Supreme Court suggests special incentives for girl child

Supreme Court suggests special incentives for girl child

By: || Updated: 26 Nov 2014 02:47 AM
New Delhi: The Supreme Court suggested that states give parents special incentives to “give birth” and bring up girl children and asked the Centre to verify claims that Delhi and two other states had narrowed the gap in the gender ratio.




“At this juncture, without expressing any opinion, we would require the states to give suggestions by a separate affidavit, if some incentives can be given to the family who show respect and honour for the girl child and give birth to girl child so that the sex ratio is improved,” a bench of Justices Dipak Misra and U.U. Lalit said.


The court also directed that the additional secretary and two joint secretaries in the health and family welfare ministry meet to examine the claims of Uttar Pradesh, Delhi and Haryana that the sex ratio in these states had declined over the years.


The bench wasn’t satisfied with data furnished by these states. Haryana, for instance, had submitted different figures claiming that most districts had recorded a decline in the ratio.


Among the districts that have a skewed ratio, according to figures till June 2014, are Mohindergarh (770 females for every 1,000 males), Rewari (806), Jhajjar (811) and Bhiwani (832).


The Uttar Pradesh government’s affidavit said the state’s overall child sex ratio was 919. But in some districts, such as Agra, Mathura, Firozabad and Aligarh, the figure hovered around 800-850 females per 1,000 males.


The Delhi government had claimed a marginal improvement in the ratio. According to last year’s figures, the ratio was 895 females for every 1,000 males.


The bench was dealing with a PIL filed by the NGO Voluntary Health Association, which complained that female foeticide was continuing across the country despite repeated directions by the court to strictly enforce the Pre-Conception and Pre-Natal Diagnostic Techniques (Prohibition of Sex Selection) Act, 1994.


The Association, through senior counsel Colin Gonzalves, had complained that no proper action was being taken against offenders.


Violators can be jailed for up to three years under the 1994 law that Parliament had enacted to address India’s declining sex ratio as a result of rampant abortion of female foetuses.
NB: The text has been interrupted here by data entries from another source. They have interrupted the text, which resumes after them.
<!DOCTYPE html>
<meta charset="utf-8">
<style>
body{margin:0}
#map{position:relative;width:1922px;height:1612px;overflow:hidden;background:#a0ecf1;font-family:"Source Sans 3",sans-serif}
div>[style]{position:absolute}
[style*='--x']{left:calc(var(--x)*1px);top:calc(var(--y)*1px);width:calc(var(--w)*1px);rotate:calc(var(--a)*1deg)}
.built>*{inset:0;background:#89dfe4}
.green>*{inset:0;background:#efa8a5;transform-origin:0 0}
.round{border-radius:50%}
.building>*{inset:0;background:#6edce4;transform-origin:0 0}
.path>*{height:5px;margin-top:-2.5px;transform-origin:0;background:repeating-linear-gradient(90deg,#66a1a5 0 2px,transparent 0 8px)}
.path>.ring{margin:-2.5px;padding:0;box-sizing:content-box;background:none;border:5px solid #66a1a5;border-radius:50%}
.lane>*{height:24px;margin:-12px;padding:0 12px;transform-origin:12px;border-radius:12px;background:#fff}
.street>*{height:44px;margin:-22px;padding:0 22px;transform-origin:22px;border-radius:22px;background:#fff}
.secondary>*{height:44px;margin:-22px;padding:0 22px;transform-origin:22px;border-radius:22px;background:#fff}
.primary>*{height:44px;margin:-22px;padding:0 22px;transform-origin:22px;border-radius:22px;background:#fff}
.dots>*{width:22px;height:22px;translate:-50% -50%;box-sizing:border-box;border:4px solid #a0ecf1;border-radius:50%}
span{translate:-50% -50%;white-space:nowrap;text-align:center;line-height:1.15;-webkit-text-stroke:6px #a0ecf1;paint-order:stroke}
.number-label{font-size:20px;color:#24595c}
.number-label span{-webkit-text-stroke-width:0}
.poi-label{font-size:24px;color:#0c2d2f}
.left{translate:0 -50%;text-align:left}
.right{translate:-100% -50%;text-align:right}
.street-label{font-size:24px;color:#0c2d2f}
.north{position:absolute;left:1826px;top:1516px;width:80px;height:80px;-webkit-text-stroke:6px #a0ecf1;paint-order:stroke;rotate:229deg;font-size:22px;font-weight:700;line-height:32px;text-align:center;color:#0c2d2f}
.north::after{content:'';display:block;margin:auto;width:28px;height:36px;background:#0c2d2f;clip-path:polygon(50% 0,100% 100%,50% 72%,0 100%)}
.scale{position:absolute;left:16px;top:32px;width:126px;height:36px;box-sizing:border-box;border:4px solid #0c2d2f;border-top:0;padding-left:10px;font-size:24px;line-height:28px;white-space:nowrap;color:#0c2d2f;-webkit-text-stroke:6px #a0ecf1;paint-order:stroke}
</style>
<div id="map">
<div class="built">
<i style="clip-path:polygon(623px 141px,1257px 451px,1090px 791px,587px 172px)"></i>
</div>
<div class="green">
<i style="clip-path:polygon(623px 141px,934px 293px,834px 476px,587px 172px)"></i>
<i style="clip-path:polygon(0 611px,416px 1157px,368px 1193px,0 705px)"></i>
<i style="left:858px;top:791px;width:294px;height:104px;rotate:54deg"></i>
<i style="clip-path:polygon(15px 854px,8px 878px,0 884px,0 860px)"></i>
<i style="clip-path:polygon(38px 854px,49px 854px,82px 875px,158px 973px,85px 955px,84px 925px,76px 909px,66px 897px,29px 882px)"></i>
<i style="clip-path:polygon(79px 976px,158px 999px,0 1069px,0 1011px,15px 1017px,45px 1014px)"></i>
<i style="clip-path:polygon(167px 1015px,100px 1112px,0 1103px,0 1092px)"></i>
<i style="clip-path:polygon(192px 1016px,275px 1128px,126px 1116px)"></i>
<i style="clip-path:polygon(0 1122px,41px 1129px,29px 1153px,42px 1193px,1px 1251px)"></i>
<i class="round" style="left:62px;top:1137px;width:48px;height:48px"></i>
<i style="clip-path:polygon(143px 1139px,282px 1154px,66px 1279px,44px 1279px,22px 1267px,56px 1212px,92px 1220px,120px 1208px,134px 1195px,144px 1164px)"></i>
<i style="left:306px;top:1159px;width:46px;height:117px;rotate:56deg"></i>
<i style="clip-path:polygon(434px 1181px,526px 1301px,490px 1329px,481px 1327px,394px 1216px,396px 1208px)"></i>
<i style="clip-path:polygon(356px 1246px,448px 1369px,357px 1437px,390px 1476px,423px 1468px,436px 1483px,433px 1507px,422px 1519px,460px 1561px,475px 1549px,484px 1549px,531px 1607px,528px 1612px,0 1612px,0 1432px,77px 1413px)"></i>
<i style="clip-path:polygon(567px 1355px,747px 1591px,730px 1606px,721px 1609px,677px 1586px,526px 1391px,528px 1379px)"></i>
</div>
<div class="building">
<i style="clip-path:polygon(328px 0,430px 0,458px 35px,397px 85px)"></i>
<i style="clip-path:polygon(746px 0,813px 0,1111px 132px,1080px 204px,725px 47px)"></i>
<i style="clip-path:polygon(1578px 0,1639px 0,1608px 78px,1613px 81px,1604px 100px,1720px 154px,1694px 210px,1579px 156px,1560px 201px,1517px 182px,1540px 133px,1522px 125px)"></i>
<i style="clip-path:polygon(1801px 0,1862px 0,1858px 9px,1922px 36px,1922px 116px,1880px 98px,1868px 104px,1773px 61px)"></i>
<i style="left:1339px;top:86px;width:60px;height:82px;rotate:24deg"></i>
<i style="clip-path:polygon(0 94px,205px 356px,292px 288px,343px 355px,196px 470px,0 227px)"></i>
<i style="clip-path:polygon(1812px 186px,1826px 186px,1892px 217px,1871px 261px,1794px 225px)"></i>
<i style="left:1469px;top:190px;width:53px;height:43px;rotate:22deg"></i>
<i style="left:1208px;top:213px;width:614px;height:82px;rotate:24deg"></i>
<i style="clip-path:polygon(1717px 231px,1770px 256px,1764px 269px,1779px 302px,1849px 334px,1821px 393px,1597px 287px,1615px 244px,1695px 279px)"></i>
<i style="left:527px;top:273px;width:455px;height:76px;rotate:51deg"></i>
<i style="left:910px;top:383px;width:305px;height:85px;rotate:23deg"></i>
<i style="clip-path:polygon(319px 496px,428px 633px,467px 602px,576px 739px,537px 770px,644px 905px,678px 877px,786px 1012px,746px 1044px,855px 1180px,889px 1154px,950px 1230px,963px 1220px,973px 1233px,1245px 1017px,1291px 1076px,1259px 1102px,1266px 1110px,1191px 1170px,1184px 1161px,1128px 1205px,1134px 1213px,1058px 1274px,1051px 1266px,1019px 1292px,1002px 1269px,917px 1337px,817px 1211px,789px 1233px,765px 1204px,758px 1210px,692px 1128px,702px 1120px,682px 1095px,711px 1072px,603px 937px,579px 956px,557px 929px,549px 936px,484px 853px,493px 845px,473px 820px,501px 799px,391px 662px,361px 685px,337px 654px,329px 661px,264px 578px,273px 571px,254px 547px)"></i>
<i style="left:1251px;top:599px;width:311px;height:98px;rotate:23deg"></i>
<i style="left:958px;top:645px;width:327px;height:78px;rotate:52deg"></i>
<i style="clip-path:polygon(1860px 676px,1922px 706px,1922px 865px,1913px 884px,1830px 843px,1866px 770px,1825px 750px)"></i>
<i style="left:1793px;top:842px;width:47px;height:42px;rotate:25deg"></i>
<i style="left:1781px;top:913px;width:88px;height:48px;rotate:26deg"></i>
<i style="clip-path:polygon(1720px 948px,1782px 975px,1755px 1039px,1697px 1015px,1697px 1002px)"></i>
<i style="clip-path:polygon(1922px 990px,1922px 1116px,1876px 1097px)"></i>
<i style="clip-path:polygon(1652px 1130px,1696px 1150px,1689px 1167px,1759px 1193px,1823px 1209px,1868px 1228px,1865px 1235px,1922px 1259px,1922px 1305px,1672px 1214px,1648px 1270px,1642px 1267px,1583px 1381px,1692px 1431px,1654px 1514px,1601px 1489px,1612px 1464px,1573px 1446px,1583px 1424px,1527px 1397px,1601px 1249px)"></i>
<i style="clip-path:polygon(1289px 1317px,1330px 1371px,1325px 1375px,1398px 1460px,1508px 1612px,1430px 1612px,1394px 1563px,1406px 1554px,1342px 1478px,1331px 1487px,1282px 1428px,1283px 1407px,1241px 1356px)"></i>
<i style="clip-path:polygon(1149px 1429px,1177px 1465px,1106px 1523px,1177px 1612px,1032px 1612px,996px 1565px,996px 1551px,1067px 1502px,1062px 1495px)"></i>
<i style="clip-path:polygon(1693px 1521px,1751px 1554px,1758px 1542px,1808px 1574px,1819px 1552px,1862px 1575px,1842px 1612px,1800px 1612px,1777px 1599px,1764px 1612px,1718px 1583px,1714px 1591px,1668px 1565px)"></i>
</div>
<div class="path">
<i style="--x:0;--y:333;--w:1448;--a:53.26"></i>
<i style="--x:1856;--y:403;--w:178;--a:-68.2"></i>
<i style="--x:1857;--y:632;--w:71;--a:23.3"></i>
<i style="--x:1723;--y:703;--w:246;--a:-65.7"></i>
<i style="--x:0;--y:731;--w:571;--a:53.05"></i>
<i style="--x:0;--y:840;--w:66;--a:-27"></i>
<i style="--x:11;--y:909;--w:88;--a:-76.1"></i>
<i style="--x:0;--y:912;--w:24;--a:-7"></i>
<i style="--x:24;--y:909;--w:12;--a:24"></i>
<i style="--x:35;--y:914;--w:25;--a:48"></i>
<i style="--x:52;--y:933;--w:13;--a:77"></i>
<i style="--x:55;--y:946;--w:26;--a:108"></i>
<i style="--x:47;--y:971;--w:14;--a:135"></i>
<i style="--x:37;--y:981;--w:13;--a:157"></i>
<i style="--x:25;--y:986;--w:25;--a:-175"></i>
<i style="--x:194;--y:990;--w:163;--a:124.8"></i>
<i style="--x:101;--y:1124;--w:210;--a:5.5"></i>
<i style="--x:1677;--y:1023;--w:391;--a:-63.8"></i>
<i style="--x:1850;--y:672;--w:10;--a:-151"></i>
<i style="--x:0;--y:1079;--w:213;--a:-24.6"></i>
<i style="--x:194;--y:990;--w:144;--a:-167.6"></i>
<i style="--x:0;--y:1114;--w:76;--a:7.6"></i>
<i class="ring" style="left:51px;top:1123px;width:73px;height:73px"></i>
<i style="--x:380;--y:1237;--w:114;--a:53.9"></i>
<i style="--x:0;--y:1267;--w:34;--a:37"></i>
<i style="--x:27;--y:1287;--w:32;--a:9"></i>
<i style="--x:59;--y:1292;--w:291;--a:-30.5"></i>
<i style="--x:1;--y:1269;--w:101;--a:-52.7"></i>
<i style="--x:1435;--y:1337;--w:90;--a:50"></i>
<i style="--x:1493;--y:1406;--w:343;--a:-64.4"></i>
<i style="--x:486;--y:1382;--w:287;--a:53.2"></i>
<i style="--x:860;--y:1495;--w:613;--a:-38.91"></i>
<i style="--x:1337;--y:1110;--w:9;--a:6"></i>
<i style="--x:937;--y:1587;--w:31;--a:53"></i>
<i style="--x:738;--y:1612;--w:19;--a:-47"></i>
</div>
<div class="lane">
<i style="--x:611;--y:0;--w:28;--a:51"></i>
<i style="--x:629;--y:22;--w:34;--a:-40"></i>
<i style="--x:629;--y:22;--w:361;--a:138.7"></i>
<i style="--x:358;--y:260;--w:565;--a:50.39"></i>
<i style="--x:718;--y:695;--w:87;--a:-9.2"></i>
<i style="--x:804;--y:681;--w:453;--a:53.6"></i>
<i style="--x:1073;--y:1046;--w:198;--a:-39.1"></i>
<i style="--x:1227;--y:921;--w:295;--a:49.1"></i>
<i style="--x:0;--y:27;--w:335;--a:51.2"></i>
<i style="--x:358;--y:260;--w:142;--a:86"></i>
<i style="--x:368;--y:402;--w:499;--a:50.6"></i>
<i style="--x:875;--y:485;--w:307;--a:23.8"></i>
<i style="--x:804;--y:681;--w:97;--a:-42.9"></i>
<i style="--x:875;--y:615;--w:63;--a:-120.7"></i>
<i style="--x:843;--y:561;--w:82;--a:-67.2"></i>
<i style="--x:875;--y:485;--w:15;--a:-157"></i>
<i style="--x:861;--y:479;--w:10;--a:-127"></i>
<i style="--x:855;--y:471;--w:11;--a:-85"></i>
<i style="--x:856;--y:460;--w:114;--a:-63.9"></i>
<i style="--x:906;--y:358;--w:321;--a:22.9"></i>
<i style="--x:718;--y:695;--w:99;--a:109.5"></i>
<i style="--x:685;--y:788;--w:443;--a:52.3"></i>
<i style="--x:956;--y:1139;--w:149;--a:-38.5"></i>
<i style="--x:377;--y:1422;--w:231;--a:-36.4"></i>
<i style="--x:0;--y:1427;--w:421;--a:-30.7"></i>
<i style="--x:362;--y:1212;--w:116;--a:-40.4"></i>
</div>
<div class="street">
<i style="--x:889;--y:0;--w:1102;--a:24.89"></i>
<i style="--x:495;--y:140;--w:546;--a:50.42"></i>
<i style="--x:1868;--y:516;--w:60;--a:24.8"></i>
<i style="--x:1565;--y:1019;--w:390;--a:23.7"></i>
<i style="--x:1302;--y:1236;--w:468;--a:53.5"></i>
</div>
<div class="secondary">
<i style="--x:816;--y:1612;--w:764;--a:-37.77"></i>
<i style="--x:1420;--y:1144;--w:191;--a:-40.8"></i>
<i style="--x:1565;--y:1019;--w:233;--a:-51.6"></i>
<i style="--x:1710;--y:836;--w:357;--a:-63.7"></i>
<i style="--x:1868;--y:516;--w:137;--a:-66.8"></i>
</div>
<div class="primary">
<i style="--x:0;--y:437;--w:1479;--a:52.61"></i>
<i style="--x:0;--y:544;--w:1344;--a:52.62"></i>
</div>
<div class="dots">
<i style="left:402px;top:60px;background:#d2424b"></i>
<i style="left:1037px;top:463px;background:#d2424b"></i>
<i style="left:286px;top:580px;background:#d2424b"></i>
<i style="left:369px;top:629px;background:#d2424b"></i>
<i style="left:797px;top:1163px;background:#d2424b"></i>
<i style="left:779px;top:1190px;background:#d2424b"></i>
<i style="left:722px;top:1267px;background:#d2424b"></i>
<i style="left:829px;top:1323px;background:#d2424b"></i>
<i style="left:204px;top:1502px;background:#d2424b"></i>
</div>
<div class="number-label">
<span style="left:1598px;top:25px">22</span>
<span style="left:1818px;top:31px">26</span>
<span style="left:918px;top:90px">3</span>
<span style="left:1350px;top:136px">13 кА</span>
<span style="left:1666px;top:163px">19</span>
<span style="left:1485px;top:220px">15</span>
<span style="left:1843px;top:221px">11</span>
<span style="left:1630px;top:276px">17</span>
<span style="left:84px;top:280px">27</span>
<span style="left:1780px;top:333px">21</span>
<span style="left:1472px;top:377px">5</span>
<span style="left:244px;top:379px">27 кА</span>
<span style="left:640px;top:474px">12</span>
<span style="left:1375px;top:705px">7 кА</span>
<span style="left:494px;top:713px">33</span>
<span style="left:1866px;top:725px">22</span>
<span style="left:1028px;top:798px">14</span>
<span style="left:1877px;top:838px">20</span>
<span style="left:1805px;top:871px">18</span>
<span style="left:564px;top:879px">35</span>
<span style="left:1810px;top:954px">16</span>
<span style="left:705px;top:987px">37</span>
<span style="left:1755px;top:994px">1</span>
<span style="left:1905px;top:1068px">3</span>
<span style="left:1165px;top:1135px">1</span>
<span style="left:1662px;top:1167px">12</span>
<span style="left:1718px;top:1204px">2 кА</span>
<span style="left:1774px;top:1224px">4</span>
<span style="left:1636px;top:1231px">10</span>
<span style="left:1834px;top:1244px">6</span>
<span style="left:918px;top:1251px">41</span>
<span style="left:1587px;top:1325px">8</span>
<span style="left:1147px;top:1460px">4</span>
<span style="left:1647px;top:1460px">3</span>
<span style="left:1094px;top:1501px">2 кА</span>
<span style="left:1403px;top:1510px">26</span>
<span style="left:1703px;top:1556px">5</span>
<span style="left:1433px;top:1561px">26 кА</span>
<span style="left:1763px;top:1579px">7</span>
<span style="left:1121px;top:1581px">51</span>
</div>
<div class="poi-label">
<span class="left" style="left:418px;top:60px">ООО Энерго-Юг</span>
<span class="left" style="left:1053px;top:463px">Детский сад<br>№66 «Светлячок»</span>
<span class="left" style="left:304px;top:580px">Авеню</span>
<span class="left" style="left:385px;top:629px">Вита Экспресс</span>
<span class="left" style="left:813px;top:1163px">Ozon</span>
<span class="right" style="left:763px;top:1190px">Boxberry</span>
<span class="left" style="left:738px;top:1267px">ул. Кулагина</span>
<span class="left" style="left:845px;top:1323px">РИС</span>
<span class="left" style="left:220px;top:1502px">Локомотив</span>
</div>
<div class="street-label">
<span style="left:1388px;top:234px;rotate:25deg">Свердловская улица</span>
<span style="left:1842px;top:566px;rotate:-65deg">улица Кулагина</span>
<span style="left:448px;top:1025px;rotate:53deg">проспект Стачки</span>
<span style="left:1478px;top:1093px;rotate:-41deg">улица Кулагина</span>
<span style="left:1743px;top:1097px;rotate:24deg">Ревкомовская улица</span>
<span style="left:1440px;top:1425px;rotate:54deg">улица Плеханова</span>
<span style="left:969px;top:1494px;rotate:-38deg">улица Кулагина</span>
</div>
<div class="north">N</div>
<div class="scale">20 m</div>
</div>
The court expressed anguish that despite an order on September 16, many states had not filed affidavits explaining measures they had taken to curb female foeticide.


“In pursuance of our earlier order, affidavits by certain states have been filed and certain states, by adopting a lackadaisical attitude, have not filed the affidavits…. This attitude is not appreciated,” the bench said, directing the states to file affidavits within two weeks before the next hearing on December 11.


“We recapitulate the saying, ‘Awake, arise, Oh! Parth’,” the bench added, invoking Vedic verses to prod the states to “wake up” to the problem of female foeticide.